DIRECTIONS
Restate the records that follow word for word; no pictures should appear.

#####

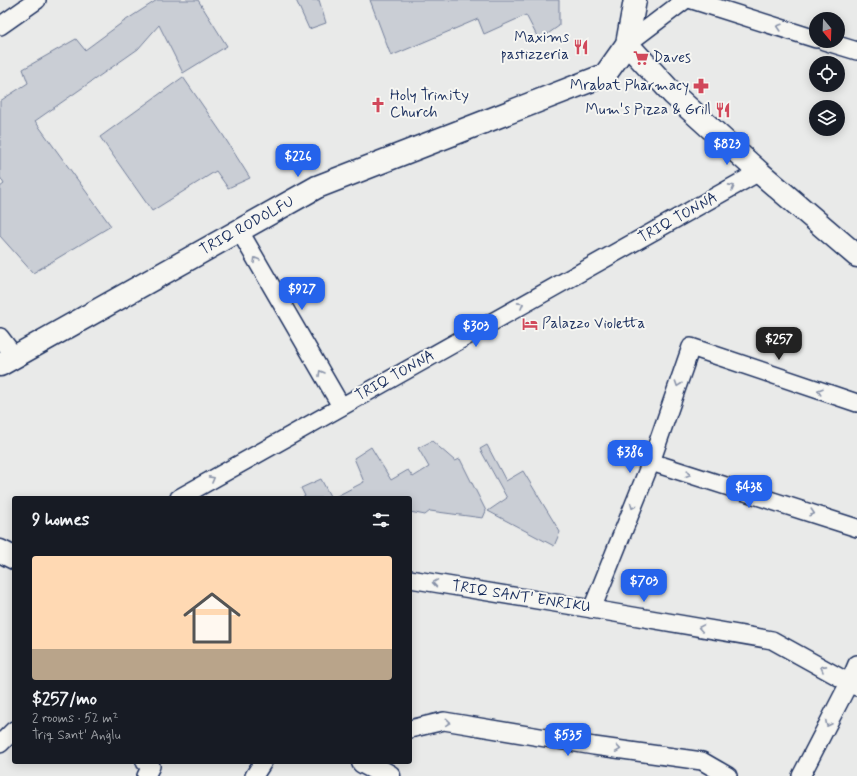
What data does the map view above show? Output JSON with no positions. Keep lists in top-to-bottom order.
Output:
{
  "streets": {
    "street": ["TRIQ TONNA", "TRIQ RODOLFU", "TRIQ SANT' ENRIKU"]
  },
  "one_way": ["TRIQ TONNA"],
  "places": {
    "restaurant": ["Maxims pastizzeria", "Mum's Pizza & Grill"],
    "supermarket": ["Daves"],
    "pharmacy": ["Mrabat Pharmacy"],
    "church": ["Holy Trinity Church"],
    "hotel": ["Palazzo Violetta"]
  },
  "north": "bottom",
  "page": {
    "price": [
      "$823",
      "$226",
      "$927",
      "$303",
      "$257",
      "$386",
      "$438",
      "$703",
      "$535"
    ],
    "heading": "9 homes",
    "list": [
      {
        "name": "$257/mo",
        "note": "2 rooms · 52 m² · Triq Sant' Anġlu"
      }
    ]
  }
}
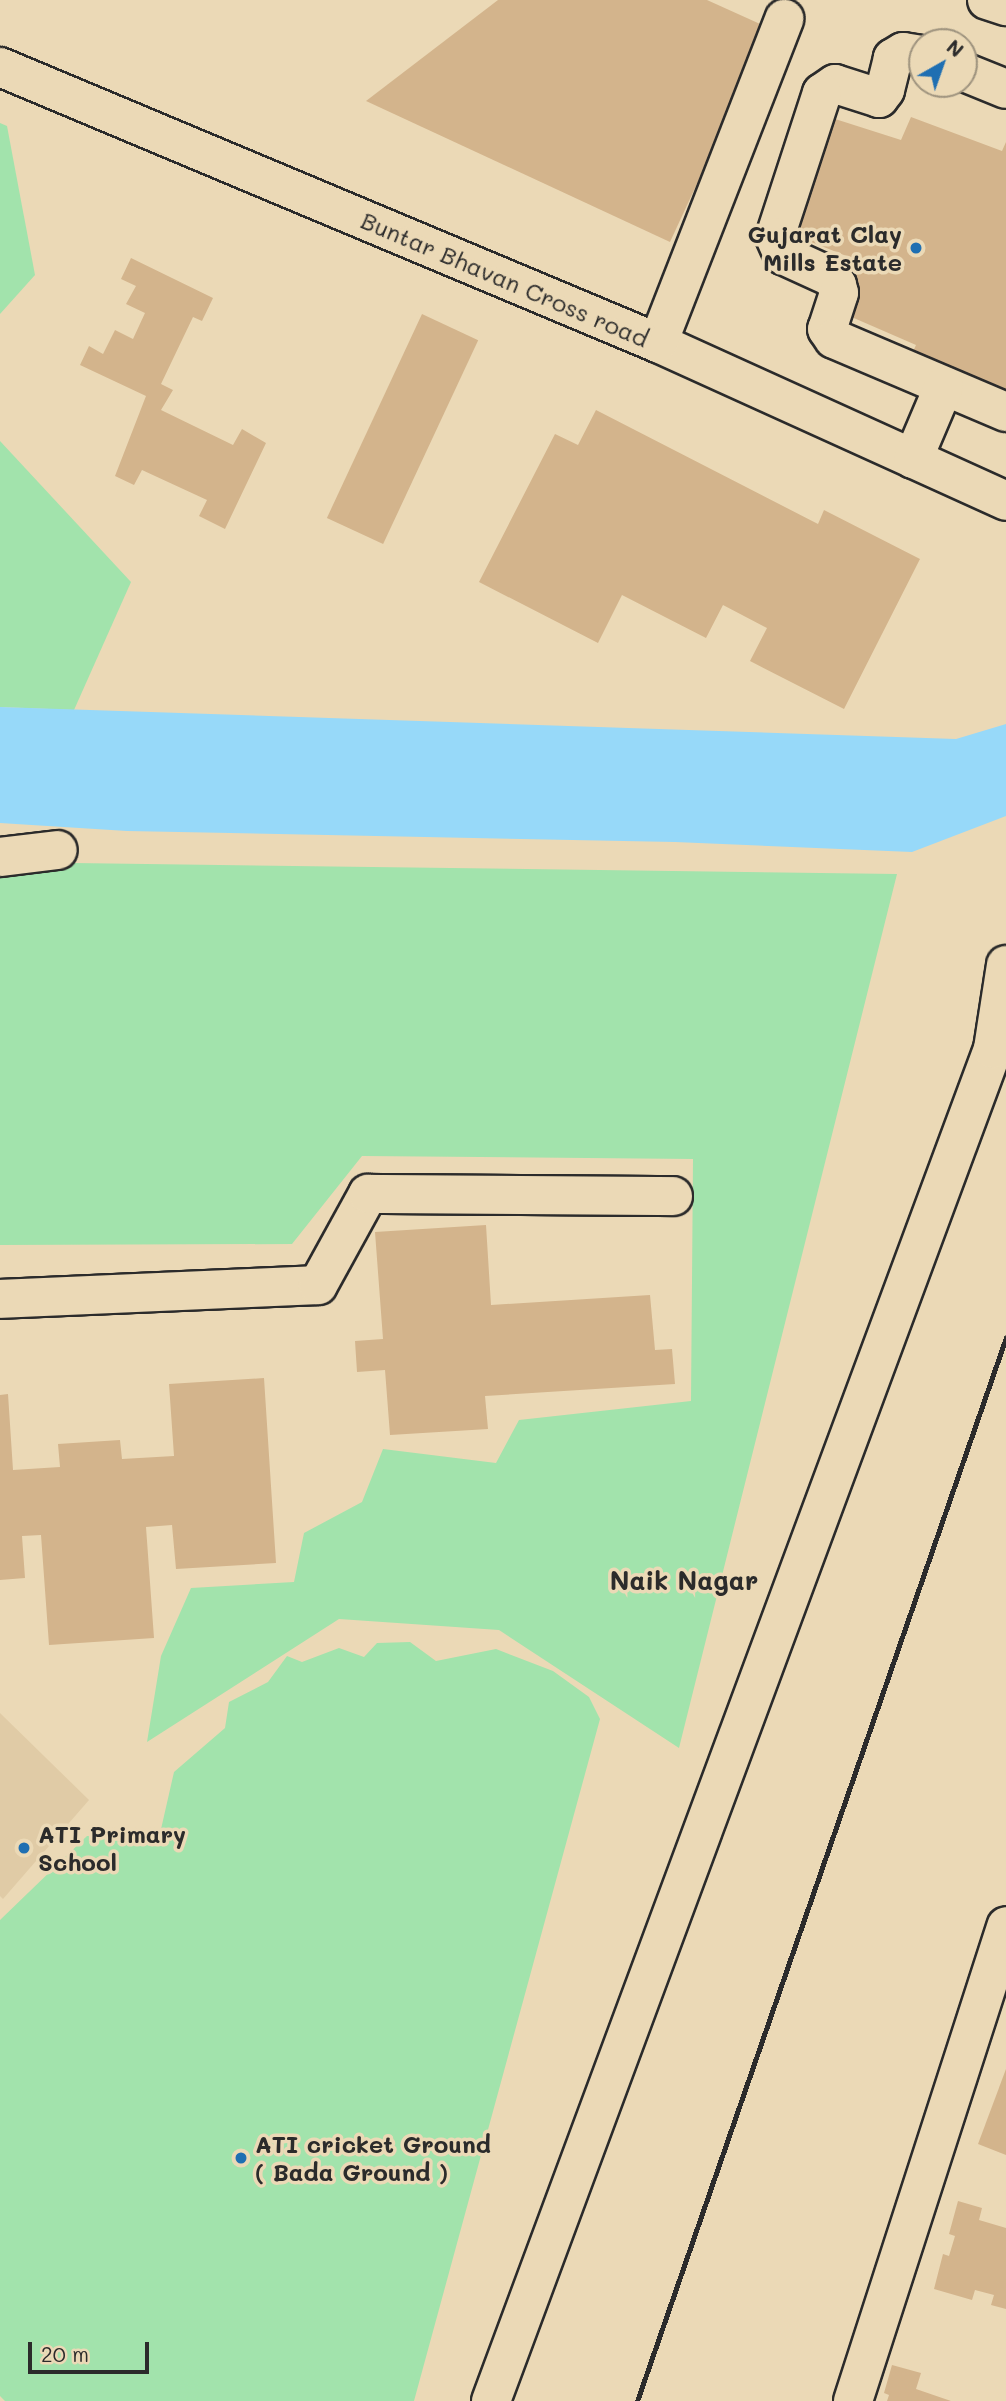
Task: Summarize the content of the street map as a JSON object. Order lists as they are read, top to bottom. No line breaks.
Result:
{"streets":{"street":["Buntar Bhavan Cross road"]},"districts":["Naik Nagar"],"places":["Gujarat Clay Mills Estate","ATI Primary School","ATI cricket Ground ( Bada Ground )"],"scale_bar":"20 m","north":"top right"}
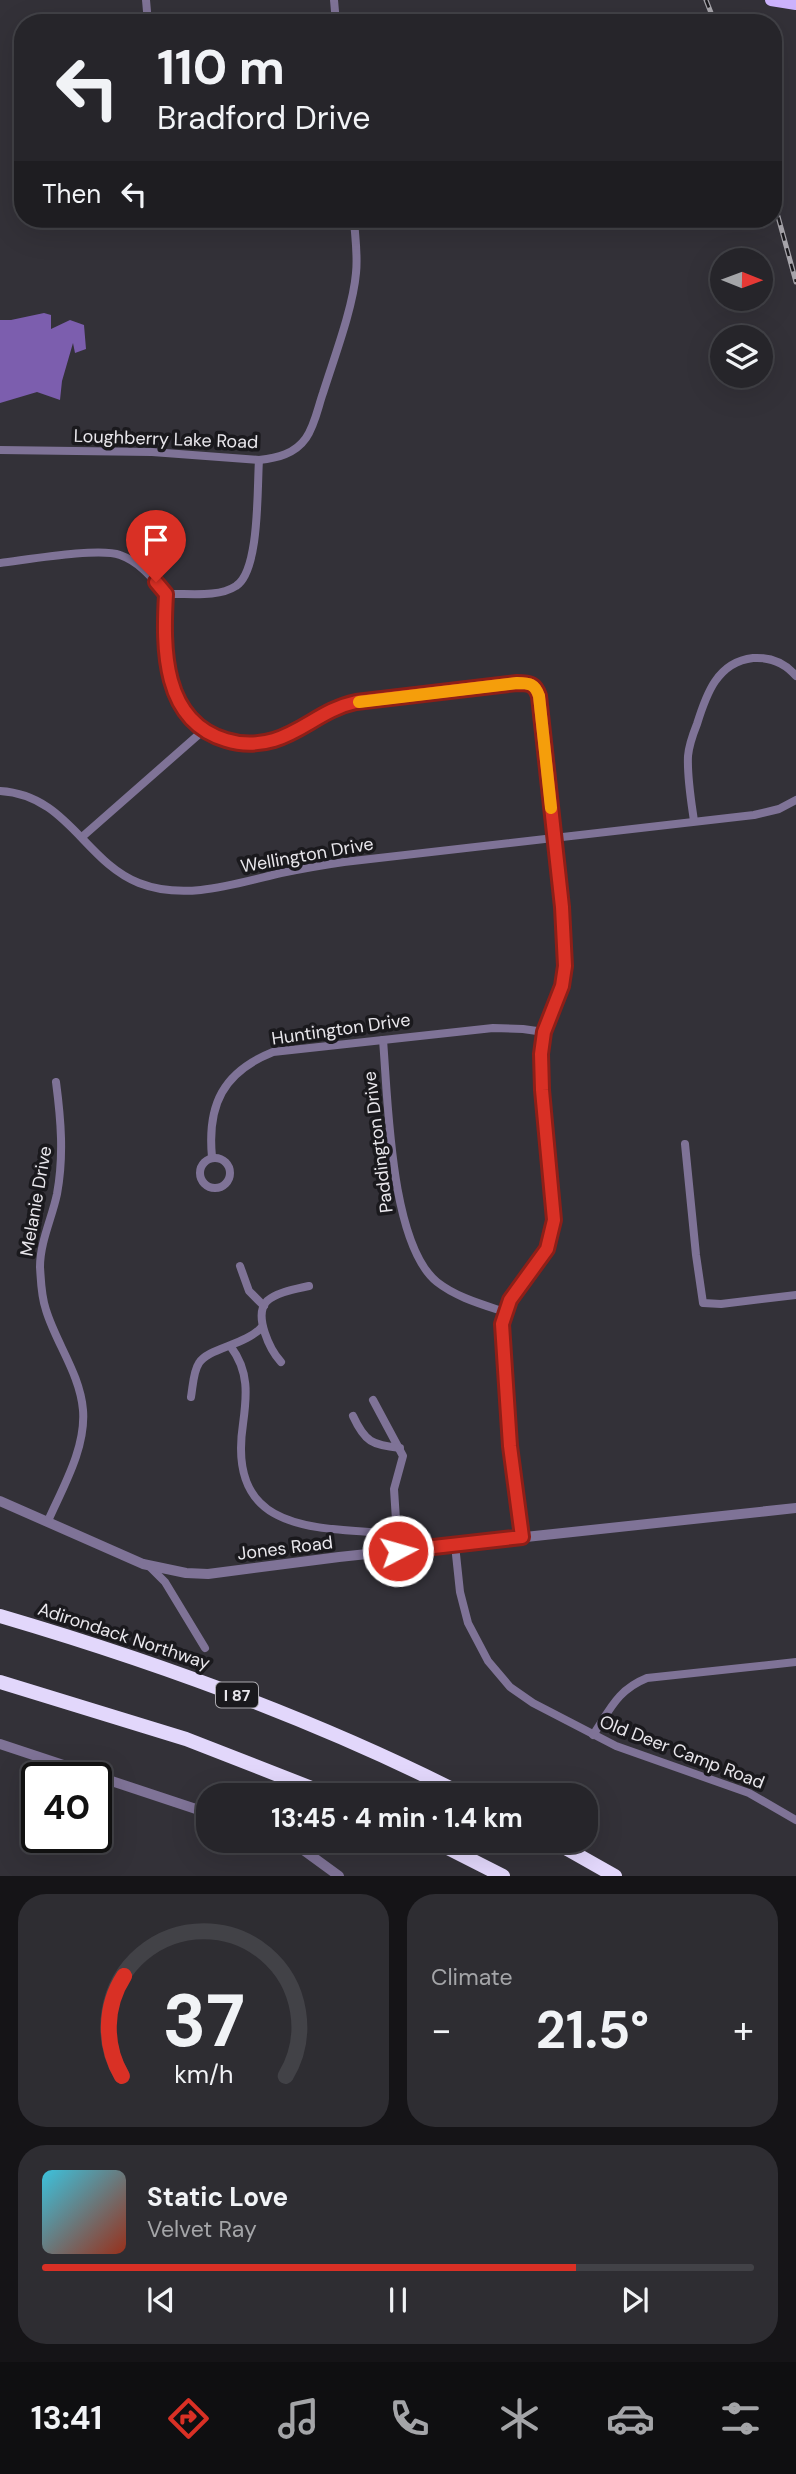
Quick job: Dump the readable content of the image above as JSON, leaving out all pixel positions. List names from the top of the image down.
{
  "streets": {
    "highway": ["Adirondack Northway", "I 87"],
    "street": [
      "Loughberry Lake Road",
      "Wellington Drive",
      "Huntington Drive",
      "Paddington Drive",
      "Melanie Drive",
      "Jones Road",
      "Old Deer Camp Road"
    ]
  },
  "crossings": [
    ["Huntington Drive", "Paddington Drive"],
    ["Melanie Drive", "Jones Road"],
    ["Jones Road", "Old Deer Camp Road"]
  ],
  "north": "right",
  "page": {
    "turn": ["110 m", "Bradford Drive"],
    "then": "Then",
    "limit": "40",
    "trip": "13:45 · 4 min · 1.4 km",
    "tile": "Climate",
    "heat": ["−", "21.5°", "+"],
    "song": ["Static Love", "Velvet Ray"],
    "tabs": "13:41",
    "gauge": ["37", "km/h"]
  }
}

#####

RESULT
What data does the map view above show? Output JSON with no positions. Keep lists in top-to-bottom order.
Output:
{
  "streets": {
    "street": ["TRIQ TONNA", "TRIQ RODOLFU", "TRIQ SANT' ENRIKU"]
  },
  "one_way": ["TRIQ TONNA"],
  "places": {
    "restaurant": ["Maxims pastizzeria", "Mum's Pizza & Grill"],
    "supermarket": ["Daves"],
    "pharmacy": ["Mrabat Pharmacy"],
    "church": ["Holy Trinity Church"],
    "hotel": ["Palazzo Violetta"]
  },
  "north": "bottom",
  "page": {
    "price": [
      "$823",
      "$226",
      "$927",
      "$303",
      "$257",
      "$386",
      "$438",
      "$703",
      "$535"
    ],
    "heading": "9 homes",
    "list": [
      {
        "name": "$257/mo",
        "note": "2 rooms · 52 m² · Triq Sant' Anġlu"
      }
    ]
  }
}
Task: Summarize the content of the street map as a JSON object. Order lists as they are read, top to bottom. No line breaks.
Result:
{"streets":{"street":["Buntar Bhavan Cross road"]},"districts":["Naik Nagar"],"places":["Gujarat Clay Mills Estate","ATI Primary School","ATI cricket Ground ( Bada Ground )"],"scale_bar":"20 m","north":"top right"}
Quick job: Dump the readable content of the image above as JSON, leaving out all pixel positions. List names from the top of the image down.
{
  "streets": {
    "highway": ["Adirondack Northway", "I 87"],
    "street": [
      "Loughberry Lake Road",
      "Wellington Drive",
      "Huntington Drive",
      "Paddington Drive",
      "Melanie Drive",
      "Jones Road",
      "Old Deer Camp Road"
    ]
  },
  "crossings": [
    ["Huntington Drive", "Paddington Drive"],
    ["Melanie Drive", "Jones Road"],
    ["Jones Road", "Old Deer Camp Road"]
  ],
  "north": "right",
  "page": {
    "turn": ["110 m", "Bradford Drive"],
    "then": "Then",
    "limit": "40",
    "trip": "13:45 · 4 min · 1.4 km",
    "tile": "Climate",
    "heat": ["−", "21.5°", "+"],
    "song": ["Static Love", "Velvet Ray"],
    "tabs": "13:41",
    "gauge": ["37", "km/h"]
  }
}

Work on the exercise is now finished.